Scalable APIs with GraphQL Server Codegen Preset

Eddy Nguyen

A GraphQL server is usually a central system where teams need to be able to develop features whilst not blocking other teams. Each team can have varied standards and practices. So, if the GraphQL server is not set up in a structure to allow concurrent contribution, development slows down, and more time is spent on admin tasks rather than delivering new features.

This blog post explores some of the common problems GraphQL servers encounter at scale and recommends how to solve them.

The Easy Problem: Code Ownership

Problem: How to Manage Code Ownership?

Sharing a single codebase across many teams without clear structure and guidelines is a recipe for disaster. The first team in the codebase usually establishes a structure that works for them. When a second team joins, they most likely follow the structure already there. The same story happens for every team thereafter. After a few more rounds, development slows down. One may review the structure and find themselves staring down a codebase structured by one team, for one team.
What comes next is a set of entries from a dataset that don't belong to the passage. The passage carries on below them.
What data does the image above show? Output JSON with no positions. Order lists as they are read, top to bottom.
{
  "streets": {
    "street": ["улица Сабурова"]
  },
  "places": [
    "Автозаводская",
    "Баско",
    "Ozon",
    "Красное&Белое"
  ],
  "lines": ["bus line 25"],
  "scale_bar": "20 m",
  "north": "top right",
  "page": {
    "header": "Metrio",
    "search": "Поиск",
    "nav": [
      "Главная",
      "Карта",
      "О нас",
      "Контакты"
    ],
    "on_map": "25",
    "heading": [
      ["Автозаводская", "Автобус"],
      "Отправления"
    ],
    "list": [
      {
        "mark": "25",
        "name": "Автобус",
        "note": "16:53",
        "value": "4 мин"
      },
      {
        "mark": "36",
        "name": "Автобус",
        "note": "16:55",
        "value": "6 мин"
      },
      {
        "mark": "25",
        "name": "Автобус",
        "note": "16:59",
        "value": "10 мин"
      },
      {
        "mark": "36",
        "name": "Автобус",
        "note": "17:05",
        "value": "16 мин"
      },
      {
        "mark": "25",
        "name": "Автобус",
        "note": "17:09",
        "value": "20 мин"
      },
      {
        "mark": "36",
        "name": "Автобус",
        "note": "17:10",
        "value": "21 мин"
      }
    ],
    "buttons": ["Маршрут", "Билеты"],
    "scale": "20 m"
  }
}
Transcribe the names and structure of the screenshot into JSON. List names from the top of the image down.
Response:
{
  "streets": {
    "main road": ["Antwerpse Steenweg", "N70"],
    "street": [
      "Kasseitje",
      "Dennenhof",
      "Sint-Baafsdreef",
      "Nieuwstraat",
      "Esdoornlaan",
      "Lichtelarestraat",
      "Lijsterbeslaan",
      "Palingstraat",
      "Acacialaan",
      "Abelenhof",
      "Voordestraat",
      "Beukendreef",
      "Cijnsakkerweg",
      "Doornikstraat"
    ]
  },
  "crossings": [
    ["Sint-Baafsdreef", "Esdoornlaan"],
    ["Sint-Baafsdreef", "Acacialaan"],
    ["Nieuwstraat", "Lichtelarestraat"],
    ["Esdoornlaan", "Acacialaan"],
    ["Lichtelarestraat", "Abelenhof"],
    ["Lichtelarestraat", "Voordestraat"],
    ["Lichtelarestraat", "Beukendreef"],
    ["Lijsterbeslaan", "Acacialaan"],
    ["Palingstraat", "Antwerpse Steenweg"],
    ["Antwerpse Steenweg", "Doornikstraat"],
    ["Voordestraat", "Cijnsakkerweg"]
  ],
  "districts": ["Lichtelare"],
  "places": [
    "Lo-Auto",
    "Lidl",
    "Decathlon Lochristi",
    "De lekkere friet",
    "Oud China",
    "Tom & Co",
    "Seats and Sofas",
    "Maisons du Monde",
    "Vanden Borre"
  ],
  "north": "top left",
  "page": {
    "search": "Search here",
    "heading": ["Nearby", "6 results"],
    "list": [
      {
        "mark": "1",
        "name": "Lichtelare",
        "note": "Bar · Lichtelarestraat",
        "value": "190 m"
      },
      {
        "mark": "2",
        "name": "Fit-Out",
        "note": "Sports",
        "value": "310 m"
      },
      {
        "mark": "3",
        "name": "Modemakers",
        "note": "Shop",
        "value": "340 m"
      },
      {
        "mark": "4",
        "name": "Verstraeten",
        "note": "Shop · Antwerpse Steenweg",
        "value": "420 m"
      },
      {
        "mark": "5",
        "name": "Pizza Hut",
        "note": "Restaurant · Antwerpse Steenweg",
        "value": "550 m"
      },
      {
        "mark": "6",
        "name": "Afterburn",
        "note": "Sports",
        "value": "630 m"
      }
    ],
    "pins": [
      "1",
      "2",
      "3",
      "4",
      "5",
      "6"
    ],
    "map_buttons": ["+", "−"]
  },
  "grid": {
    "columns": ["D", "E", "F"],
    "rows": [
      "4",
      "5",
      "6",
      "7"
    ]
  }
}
Teams want their members to be notified of changes related to their domain, but not every Pull Request (PR). If you were ever notified of a change unrelated to your team, chances are the codebase needs to be set up to support many teams working on it.

In the example below, Team A is the first to set up the server. They manage User and Auth domains, so they create datasources and resolvers folders for these files:

├── src/
│   ├── schema/
│   │   ├── datasources/
│   │   │   ├── UserDatasource.ts
│   │   │   ├── AuthDatasource.ts
│   │   ├── resolvers/
│   │   │   ├── userResolvers.ts
│   │   │   ├── authResolvers.ts
│   │   ├── userSchema.graphql
│   │   ├── authSchema.graphql
│   ├── server.ts
│   ├── codegen.yml

Then, Team B comes into the codebase. They manage Book domain, so they add their files following the same structure:

├── src/
│   ├── schema/
│   │   ├── datasources/
│   │   │   ├── UserDatasource.ts
│   │   │   ├── AuthDatasource.ts
│   │   │   ├── BookDatasource.ts
│   │   ├── resolvers/
│   │   │   ├── userResolvers.ts
│   │   │   ├── authResolvers.ts
│   │   │   ├── bookResolvers.ts
│   │   ├── userSchema.graphql
│   │   ├── authSchema.graphql
│   │   ├── bookSchema.graphql
│   ├── server.ts
│   ├── codegen.yml

While this works at a small scale with low communication overhead, it cannot scale. When there are tens or hundreds of datasources and resolvers, it would be hard to know who owns what. A simple solution is to assign files to owners using GitHub’s CODEOWNERS or similar features. But it has to be done on every file because files are split into category folders, e.g. resolvers, datasources, etc.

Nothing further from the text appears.